Piscine in acciaio inox

Le piscine in acciaio inox sono costituite da pannelli prefabbricate in acciao, attraverso i quali è possibile disegnare piscine personalizzate come forma e dimensioni. Il fondo di appoggio è comunque costituito da una soletta in cemento armato, mentre le pareti (di solito autoportanti) sono spesso direttamente accostate ad un materiale inerte di riempimento dello scavo. Rispetto alle piscine interrate in cemento armato sono più veloci da costruire, a scapito di una minore flessibilità nel disegno della piscina stessa. In questo caso normalmente sono rivestite da un liner in PVC, meno appariscente di un rivestimento in mosaico di piastrelle ma decisamente pratico, economico e piacevole al tocco.

Piscine in vetroresina

Le piscine interrate in vetroresina sono costituite da monoscocche prefabbricate, che possono essere di varie forme e dimensioni. Le vasche in vetroresina, una volta posate, non hanno bisogno di ulteriori finiture e permettono così di ridurre notevolmente i tempi di costruzione.

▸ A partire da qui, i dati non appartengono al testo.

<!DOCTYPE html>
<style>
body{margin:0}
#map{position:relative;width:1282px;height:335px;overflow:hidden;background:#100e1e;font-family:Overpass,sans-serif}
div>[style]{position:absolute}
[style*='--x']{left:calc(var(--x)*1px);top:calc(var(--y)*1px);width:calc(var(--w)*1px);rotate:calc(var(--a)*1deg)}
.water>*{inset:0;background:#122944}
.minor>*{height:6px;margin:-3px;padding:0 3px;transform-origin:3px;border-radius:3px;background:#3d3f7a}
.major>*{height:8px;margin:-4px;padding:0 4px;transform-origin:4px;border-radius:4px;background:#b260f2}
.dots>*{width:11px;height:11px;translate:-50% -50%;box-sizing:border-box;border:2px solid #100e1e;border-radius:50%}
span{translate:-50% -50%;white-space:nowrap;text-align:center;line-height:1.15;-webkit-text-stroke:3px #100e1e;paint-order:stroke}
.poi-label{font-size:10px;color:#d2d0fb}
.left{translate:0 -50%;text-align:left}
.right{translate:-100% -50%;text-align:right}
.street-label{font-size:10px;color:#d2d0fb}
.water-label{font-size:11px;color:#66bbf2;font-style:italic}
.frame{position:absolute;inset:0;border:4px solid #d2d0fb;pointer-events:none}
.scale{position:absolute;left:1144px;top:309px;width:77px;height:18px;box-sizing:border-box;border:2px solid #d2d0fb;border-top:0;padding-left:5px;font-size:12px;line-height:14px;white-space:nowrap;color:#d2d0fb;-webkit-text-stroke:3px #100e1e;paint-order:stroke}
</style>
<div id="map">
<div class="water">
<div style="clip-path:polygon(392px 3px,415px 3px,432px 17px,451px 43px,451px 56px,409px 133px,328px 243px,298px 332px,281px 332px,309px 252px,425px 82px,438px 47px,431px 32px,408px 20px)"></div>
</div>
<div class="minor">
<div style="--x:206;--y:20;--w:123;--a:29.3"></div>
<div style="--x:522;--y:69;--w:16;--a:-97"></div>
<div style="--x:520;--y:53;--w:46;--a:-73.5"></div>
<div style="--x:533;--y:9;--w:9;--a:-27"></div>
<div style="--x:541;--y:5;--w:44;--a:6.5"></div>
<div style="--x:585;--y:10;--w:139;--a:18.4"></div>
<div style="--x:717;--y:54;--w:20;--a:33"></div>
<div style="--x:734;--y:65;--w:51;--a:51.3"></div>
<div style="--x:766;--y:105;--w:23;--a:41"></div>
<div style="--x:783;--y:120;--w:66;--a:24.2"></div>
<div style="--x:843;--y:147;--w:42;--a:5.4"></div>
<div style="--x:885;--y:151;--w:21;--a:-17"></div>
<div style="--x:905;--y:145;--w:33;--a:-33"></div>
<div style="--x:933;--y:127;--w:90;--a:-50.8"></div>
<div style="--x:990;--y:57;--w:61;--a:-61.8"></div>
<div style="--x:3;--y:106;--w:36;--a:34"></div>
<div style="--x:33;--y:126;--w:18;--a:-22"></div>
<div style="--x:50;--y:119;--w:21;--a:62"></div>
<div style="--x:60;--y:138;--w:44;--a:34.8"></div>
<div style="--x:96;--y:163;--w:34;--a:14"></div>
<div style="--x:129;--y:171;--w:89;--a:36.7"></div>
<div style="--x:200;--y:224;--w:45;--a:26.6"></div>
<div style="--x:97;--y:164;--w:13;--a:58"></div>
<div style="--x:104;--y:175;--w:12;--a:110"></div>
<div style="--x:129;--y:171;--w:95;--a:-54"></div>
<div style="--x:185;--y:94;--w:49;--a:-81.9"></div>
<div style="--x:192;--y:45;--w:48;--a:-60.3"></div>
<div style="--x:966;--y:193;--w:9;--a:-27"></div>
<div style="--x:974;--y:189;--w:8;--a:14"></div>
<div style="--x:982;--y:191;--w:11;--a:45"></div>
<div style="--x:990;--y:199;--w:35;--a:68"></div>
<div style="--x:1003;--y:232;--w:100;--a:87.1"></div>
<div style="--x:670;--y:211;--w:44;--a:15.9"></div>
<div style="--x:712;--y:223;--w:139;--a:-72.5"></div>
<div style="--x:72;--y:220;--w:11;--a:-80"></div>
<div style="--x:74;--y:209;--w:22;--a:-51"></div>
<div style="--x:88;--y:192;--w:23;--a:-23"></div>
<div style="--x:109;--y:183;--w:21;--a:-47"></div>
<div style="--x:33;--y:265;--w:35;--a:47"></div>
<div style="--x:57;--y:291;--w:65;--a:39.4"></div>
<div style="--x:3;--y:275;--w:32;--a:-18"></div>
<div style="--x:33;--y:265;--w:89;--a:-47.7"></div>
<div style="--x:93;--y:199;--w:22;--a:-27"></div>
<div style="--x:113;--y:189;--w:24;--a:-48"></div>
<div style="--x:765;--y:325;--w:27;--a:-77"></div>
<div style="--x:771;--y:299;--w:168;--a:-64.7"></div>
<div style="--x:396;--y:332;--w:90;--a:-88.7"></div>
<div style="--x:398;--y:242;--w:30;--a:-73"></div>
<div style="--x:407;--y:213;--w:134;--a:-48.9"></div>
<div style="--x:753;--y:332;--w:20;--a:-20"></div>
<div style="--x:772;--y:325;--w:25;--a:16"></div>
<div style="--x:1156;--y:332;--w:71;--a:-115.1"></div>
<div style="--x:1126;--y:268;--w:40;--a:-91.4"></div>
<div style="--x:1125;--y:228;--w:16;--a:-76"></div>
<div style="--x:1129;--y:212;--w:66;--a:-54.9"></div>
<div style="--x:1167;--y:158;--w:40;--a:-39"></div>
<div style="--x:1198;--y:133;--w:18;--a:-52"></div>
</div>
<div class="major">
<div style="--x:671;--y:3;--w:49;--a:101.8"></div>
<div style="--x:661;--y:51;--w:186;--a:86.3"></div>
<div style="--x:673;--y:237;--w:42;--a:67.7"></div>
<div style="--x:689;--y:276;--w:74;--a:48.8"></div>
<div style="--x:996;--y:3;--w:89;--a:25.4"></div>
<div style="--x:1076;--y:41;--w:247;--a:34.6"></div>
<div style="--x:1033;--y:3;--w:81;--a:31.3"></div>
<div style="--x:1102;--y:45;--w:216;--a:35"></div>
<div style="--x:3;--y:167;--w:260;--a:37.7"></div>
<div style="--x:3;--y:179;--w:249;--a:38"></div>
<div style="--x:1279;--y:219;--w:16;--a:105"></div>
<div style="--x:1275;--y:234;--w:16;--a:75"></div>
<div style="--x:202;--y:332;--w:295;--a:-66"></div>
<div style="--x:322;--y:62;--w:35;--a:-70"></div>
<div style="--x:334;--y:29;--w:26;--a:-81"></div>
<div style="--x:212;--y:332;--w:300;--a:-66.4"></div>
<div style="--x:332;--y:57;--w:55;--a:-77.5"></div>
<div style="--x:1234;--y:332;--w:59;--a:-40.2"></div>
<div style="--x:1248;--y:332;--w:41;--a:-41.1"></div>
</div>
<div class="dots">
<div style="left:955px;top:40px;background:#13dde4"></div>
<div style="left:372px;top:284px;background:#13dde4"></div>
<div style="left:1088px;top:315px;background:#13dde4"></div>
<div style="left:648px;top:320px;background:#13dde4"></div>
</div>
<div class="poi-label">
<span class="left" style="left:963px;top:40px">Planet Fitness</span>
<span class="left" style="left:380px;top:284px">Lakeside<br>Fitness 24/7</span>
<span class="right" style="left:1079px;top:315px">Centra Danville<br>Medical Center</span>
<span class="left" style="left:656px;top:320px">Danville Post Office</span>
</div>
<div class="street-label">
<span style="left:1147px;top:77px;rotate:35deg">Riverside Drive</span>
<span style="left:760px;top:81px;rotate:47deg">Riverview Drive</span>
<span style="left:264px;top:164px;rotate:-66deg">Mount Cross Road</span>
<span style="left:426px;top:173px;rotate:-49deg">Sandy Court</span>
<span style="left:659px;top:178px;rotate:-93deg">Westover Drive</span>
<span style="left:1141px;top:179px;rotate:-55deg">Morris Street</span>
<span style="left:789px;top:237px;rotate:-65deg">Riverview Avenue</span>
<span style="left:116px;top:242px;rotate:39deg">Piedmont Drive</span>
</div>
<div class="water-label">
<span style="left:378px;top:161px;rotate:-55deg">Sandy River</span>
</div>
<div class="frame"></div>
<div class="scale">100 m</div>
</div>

Le piscine in vetroresina però hanno alcuni difetti, che negli ultimi anni ne hanno limitato moltissimo l'utilizzo. Innanzitutto non possono essere di grandi dimensioni: essendo realizzate in blocco unico devono infatti essere trasportate su camion; inoltre le piscine interrate in vetroresina risentono fortemente dei movimenti del terreno su cui sono appoggiate nel tempo, con possibili problemi per la stabilità della vasca. Nel caso di una piscina in cemento infatti è possibile adeguare lo spessore della soletta a seconda del tipo di terreno, mentre le piscine in vetroresina hanno bisogno di un terreno solido e stabile, che possa mantenere queste caratteristiche nel tempo.